→ **Problem requirements**:
Replicate the data exactly, every line included.

=== Begin Enclosure ===

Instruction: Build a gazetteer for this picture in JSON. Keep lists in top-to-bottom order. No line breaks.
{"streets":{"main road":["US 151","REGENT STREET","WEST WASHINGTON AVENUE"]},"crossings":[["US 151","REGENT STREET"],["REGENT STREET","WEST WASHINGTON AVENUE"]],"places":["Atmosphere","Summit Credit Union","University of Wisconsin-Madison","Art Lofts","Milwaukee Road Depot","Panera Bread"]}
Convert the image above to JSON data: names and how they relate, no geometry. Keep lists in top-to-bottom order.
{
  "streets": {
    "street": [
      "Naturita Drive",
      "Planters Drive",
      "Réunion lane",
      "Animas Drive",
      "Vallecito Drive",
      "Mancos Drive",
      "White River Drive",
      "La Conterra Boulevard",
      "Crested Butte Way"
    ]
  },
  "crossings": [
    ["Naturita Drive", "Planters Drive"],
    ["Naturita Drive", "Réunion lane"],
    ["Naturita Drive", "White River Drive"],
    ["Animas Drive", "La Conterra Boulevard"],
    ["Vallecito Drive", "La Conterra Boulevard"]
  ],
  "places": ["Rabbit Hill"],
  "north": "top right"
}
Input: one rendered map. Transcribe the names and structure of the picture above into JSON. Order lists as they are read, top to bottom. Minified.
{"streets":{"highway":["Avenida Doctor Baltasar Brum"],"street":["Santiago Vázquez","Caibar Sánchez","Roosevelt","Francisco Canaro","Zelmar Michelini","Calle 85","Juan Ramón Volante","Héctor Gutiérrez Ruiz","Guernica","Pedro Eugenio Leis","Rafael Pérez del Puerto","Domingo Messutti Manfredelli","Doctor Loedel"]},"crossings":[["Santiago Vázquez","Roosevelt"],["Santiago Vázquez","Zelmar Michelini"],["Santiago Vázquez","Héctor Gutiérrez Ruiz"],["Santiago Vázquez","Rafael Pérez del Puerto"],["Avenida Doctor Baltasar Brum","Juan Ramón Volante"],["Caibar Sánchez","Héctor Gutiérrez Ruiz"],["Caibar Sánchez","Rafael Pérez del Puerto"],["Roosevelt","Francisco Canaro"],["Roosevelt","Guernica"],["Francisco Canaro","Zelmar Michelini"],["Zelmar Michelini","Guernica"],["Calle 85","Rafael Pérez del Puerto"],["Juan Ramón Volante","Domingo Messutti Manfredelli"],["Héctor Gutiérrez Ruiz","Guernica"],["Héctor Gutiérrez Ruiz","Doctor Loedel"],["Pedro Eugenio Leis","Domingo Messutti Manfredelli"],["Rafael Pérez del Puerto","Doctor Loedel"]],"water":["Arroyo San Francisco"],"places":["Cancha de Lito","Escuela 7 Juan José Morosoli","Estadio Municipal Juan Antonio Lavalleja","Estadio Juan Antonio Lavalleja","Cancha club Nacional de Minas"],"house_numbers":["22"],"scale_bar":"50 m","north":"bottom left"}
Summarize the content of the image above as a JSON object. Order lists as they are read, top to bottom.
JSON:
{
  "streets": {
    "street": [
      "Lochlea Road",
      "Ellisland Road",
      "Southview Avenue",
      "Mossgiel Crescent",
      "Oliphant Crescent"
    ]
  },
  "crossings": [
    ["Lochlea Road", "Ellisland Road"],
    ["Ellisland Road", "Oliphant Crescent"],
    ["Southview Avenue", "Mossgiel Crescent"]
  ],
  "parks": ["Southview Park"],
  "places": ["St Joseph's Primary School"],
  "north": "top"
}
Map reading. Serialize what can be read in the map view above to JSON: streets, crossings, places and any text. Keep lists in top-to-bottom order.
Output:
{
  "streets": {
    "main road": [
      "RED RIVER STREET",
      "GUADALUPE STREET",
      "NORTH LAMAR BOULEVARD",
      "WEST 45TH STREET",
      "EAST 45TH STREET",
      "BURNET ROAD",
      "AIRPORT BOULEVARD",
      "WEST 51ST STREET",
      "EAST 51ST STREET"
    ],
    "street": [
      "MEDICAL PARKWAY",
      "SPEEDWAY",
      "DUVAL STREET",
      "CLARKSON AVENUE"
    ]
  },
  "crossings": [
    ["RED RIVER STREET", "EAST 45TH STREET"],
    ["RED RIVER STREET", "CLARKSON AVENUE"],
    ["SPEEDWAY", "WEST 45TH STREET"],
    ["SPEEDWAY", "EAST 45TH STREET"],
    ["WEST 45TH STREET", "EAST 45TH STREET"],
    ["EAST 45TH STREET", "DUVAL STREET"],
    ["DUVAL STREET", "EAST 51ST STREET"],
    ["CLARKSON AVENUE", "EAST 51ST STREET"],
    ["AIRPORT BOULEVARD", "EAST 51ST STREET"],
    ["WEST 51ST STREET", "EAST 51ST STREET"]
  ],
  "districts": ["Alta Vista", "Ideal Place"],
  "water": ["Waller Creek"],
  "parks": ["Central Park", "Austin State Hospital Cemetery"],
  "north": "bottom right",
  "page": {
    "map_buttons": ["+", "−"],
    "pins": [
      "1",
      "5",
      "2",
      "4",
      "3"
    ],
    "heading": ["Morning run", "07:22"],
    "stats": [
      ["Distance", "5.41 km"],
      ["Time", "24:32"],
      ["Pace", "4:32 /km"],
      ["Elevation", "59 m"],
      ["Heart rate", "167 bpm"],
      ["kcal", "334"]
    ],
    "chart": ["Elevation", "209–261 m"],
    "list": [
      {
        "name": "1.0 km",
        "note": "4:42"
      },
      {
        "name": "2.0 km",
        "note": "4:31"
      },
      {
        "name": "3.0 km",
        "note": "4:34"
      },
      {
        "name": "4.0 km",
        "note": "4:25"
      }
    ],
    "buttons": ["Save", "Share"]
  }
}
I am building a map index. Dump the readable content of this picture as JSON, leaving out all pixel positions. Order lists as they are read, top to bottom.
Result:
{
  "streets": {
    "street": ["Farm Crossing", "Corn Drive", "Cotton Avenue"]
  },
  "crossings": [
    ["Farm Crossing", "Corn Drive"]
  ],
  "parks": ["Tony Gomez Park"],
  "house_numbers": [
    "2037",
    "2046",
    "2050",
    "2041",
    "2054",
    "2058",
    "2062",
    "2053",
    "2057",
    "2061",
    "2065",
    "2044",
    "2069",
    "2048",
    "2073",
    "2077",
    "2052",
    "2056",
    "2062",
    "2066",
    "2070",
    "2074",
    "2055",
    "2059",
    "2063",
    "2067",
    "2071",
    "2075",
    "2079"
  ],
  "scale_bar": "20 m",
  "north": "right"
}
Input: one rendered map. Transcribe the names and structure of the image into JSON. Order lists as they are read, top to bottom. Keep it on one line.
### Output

=== End Enclosure ===

→ **Task result**:
Instruction: Build a gazetteer for this picture in JSON. Keep lists in top-to-bottom order. No line breaks.
{"streets":{"main road":["US 151","REGENT STREET","WEST WASHINGTON AVENUE"]},"crossings":[["US 151","REGENT STREET"],["REGENT STREET","WEST WASHINGTON AVENUE"]],"places":["Atmosphere","Summit Credit Union","University of Wisconsin-Madison","Art Lofts","Milwaukee Road Depot","Panera Bread"]}
Convert the image above to JSON data: names and how they relate, no geometry. Keep lists in top-to-bottom order.
{
  "streets": {
    "street": [
      "Naturita Drive",
      "Planters Drive",
      "Réunion lane",
      "Animas Drive",
      "Vallecito Drive",
      "Mancos Drive",
      "White River Drive",
      "La Conterra Boulevard",
      "Crested Butte Way"
    ]
  },
  "crossings": [
    ["Naturita Drive", "Planters Drive"],
    ["Naturita Drive", "Réunion lane"],
    ["Naturita Drive", "White River Drive"],
    ["Animas Drive", "La Conterra Boulevard"],
    ["Vallecito Drive", "La Conterra Boulevard"]
  ],
  "places": ["Rabbit Hill"],
  "north": "top right"
}
Input: one rendered map. Transcribe the names and structure of the picture above into JSON. Order lists as they are read, top to bottom. Minified.
{"streets":{"highway":["Avenida Doctor Baltasar Brum"],"street":["Santiago Vázquez","Caibar Sánchez","Roosevelt","Francisco Canaro","Zelmar Michelini","Calle 85","Juan Ramón Volante","Héctor Gutiérrez Ruiz","Guernica","Pedro Eugenio Leis","Rafael Pérez del Puerto","Domingo Messutti Manfredelli","Doctor Loedel"]},"crossings":[["Santiago Vázquez","Roosevelt"],["Santiago Vázquez","Zelmar Michelini"],["Santiago Vázquez","Héctor Gutiérrez Ruiz"],["Santiago Vázquez","Rafael Pérez del Puerto"],["Avenida Doctor Baltasar Brum","Juan Ramón Volante"],["Caibar Sánchez","Héctor Gutiérrez Ruiz"],["Caibar Sánchez","Rafael Pérez del Puerto"],["Roosevelt","Francisco Canaro"],["Roosevelt","Guernica"],["Francisco Canaro","Zelmar Michelini"],["Zelmar Michelini","Guernica"],["Calle 85","Rafael Pérez del Puerto"],["Juan Ramón Volante","Domingo Messutti Manfredelli"],["Héctor Gutiérrez Ruiz","Guernica"],["Héctor Gutiérrez Ruiz","Doctor Loedel"],["Pedro Eugenio Leis","Domingo Messutti Manfredelli"],["Rafael Pérez del Puerto","Doctor Loedel"]],"water":["Arroyo San Francisco"],"places":["Cancha de Lito","Escuela 7 Juan José Morosoli","Estadio Municipal Juan Antonio Lavalleja","Estadio Juan Antonio Lavalleja","Cancha club Nacional de Minas"],"house_numbers":["22"],"scale_bar":"50 m","north":"bottom left"}
Summarize the content of the image above as a JSON object. Order lists as they are read, top to bottom.
JSON:
{
  "streets": {
    "street": [
      "Lochlea Road",
      "Ellisland Road",
      "Southview Avenue",
      "Mossgiel Crescent",
      "Oliphant Crescent"
    ]
  },
  "crossings": [
    ["Lochlea Road", "Ellisland Road"],
    ["Ellisland Road", "Oliphant Crescent"],
    ["Southview Avenue", "Mossgiel Crescent"]
  ],
  "parks": ["Southview Park"],
  "places": ["St Joseph's Primary School"],
  "north": "top"
}
Map reading. Serialize what can be read in the map view above to JSON: streets, crossings, places and any text. Keep lists in top-to-bottom order.
Output:
{
  "streets": {
    "main road": [
      "RED RIVER STREET",
      "GUADALUPE STREET",
      "NORTH LAMAR BOULEVARD",
      "WEST 45TH STREET",
      "EAST 45TH STREET",
      "BURNET ROAD",
      "AIRPORT BOULEVARD",
      "WEST 51ST STREET",
      "EAST 51ST STREET"
    ],
    "street": [
      "MEDICAL PARKWAY",
      "SPEEDWAY",
      "DUVAL STREET",
      "CLARKSON AVENUE"
    ]
  },
  "crossings": [
    ["RED RIVER STREET", "EAST 45TH STREET"],
    ["RED RIVER STREET", "CLARKSON AVENUE"],
    ["SPEEDWAY", "WEST 45TH STREET"],
    ["SPEEDWAY", "EAST 45TH STREET"],
    ["WEST 45TH STREET", "EAST 45TH STREET"],
    ["EAST 45TH STREET", "DUVAL STREET"],
    ["DUVAL STREET", "EAST 51ST STREET"],
    ["CLARKSON AVENUE", "EAST 51ST STREET"],
    ["AIRPORT BOULEVARD", "EAST 51ST STREET"],
    ["WEST 51ST STREET", "EAST 51ST STREET"]
  ],
  "districts": ["Alta Vista", "Ideal Place"],
  "water": ["Waller Creek"],
  "parks": ["Central Park", "Austin State Hospital Cemetery"],
  "north": "bottom right",
  "page": {
    "map_buttons": ["+", "−"],
    "pins": [
      "1",
      "5",
      "2",
      "4",
      "3"
    ],
    "heading": ["Morning run", "07:22"],
    "stats": [
      ["Distance", "5.41 km"],
      ["Time", "24:32"],
      ["Pace", "4:32 /km"],
      ["Elevation", "59 m"],
      ["Heart rate", "167 bpm"],
      ["kcal", "334"]
    ],
    "chart": ["Elevation", "209–261 m"],
    "list": [
      {
        "name": "1.0 km",
        "note": "4:42"
      },
      {
        "name": "2.0 km",
        "note": "4:31"
      },
      {
        "name": "3.0 km",
        "note": "4:34"
      },
      {
        "name": "4.0 km",
        "note": "4:25"
      }
    ],
    "buttons": ["Save", "Share"]
  }
}
I am building a map index. Dump the readable content of this picture as JSON, leaving out all pixel positions. Order lists as they are read, top to bottom.
Result:
{
  "streets": {
    "street": ["Farm Crossing", "Corn Drive", "Cotton Avenue"]
  },
  "crossings": [
    ["Farm Crossing", "Corn Drive"]
  ],
  "parks": ["Tony Gomez Park"],
  "house_numbers": [
    "2037",
    "2046",
    "2050",
    "2041",
    "2054",
    "2058",
    "2062",
    "2053",
    "2057",
    "2061",
    "2065",
    "2044",
    "2069",
    "2048",
    "2073",
    "2077",
    "2052",
    "2056",
    "2062",
    "2066",
    "2070",
    "2074",
    "2055",
    "2059",
    "2063",
    "2067",
    "2071",
    "2075",
    "2079"
  ],
  "scale_bar": "20 m",
  "north": "right"
}
Input: one rendered map. Transcribe the names and structure of the image into JSON. Order lists as they are read, top to bottom. Keep it on one line.
### Output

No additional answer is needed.